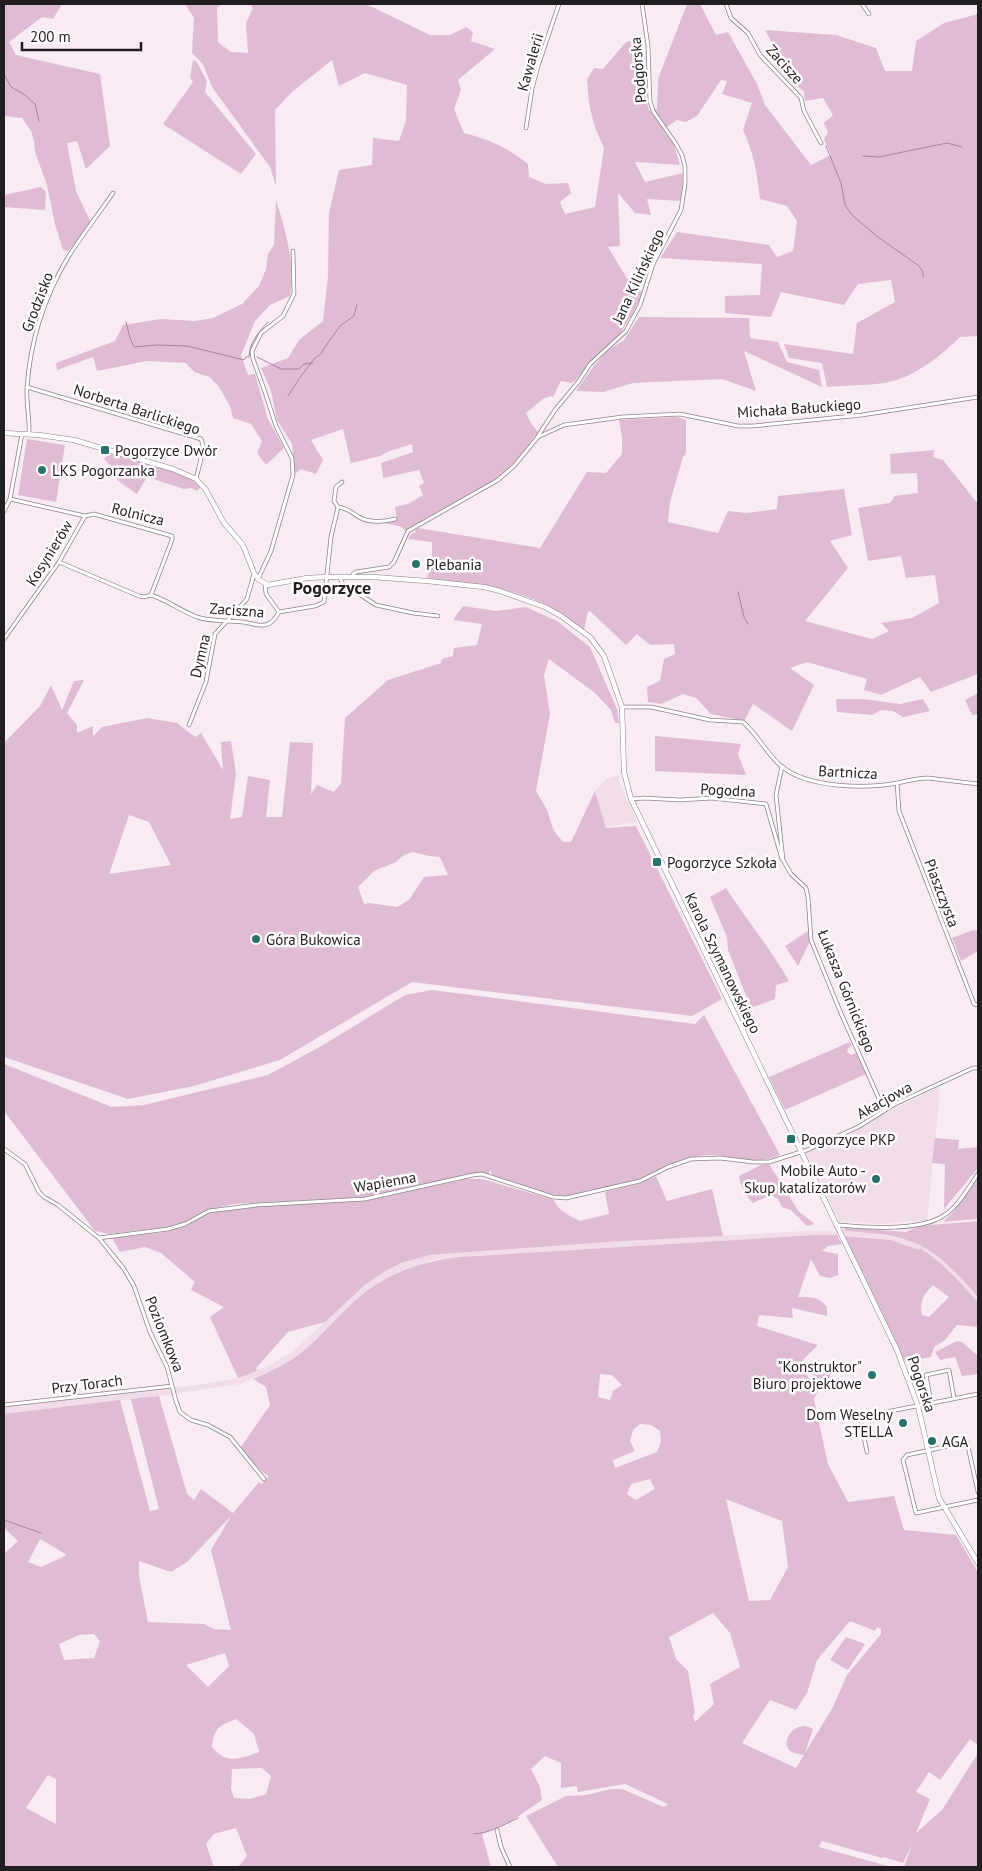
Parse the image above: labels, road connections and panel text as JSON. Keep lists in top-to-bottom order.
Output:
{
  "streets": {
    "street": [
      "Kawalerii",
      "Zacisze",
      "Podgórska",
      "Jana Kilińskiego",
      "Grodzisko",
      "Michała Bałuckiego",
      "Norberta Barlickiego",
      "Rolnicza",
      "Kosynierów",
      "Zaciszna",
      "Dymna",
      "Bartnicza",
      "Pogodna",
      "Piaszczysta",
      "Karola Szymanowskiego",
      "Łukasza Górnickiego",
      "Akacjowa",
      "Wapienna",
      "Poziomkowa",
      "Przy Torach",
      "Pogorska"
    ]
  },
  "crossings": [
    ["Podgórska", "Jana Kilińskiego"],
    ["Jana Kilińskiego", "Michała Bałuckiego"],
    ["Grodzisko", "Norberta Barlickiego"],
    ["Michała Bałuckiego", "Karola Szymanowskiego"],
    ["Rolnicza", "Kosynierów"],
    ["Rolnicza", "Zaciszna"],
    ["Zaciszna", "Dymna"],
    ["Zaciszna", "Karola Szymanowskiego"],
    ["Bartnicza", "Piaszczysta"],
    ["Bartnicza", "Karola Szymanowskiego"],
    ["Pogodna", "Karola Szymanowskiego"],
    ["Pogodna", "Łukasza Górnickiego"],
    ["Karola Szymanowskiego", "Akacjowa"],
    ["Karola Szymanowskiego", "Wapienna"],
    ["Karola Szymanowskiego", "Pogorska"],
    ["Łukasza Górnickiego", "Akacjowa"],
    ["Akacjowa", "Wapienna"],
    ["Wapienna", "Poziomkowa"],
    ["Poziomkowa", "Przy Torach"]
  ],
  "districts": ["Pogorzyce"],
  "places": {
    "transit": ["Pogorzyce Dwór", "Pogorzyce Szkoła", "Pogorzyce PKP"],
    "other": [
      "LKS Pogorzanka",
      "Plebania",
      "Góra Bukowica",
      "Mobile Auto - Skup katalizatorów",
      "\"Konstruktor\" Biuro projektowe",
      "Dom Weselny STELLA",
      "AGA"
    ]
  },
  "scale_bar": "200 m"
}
═══
§ WORK REQUEST
Please output each line above exactly and omit all images.

§ SOLUTION
Parse the image above: labels, road connections and panel text as JSON. Keep lists in top-to-bottom order.
Output:
{
  "streets": {
    "street": [
      "Kawalerii",
      "Zacisze",
      "Podgórska",
      "Jana Kilińskiego",
      "Grodzisko",
      "Michała Bałuckiego",
      "Norberta Barlickiego",
      "Rolnicza",
      "Kosynierów",
      "Zaciszna",
      "Dymna",
      "Bartnicza",
      "Pogodna",
      "Piaszczysta",
      "Karola Szymanowskiego",
      "Łukasza Górnickiego",
      "Akacjowa",
      "Wapienna",
      "Poziomkowa",
      "Przy Torach",
      "Pogorska"
    ]
  },
  "crossings": [
    ["Podgórska", "Jana Kilińskiego"],
    ["Jana Kilińskiego", "Michała Bałuckiego"],
    ["Grodzisko", "Norberta Barlickiego"],
    ["Michała Bałuckiego", "Karola Szymanowskiego"],
    ["Rolnicza", "Kosynierów"],
    ["Rolnicza", "Zaciszna"],
    ["Zaciszna", "Dymna"],
    ["Zaciszna", "Karola Szymanowskiego"],
    ["Bartnicza", "Piaszczysta"],
    ["Bartnicza", "Karola Szymanowskiego"],
    ["Pogodna", "Karola Szymanowskiego"],
    ["Pogodna", "Łukasza Górnickiego"],
    ["Karola Szymanowskiego", "Akacjowa"],
    ["Karola Szymanowskiego", "Wapienna"],
    ["Karola Szymanowskiego", "Pogorska"],
    ["Łukasza Górnickiego", "Akacjowa"],
    ["Akacjowa", "Wapienna"],
    ["Wapienna", "Poziomkowa"],
    ["Poziomkowa", "Przy Torach"]
  ],
  "districts": ["Pogorzyce"],
  "places": {
    "transit": ["Pogorzyce Dwór", "Pogorzyce Szkoła", "Pogorzyce PKP"],
    "other": [
      "LKS Pogorzanka",
      "Plebania",
      "Góra Bukowica",
      "Mobile Auto - Skup katalizatorów",
      "\"Konstruktor\" Biuro projektowe",
      "Dom Weselny STELLA",
      "AGA"
    ]
  },
  "scale_bar": "200 m"
}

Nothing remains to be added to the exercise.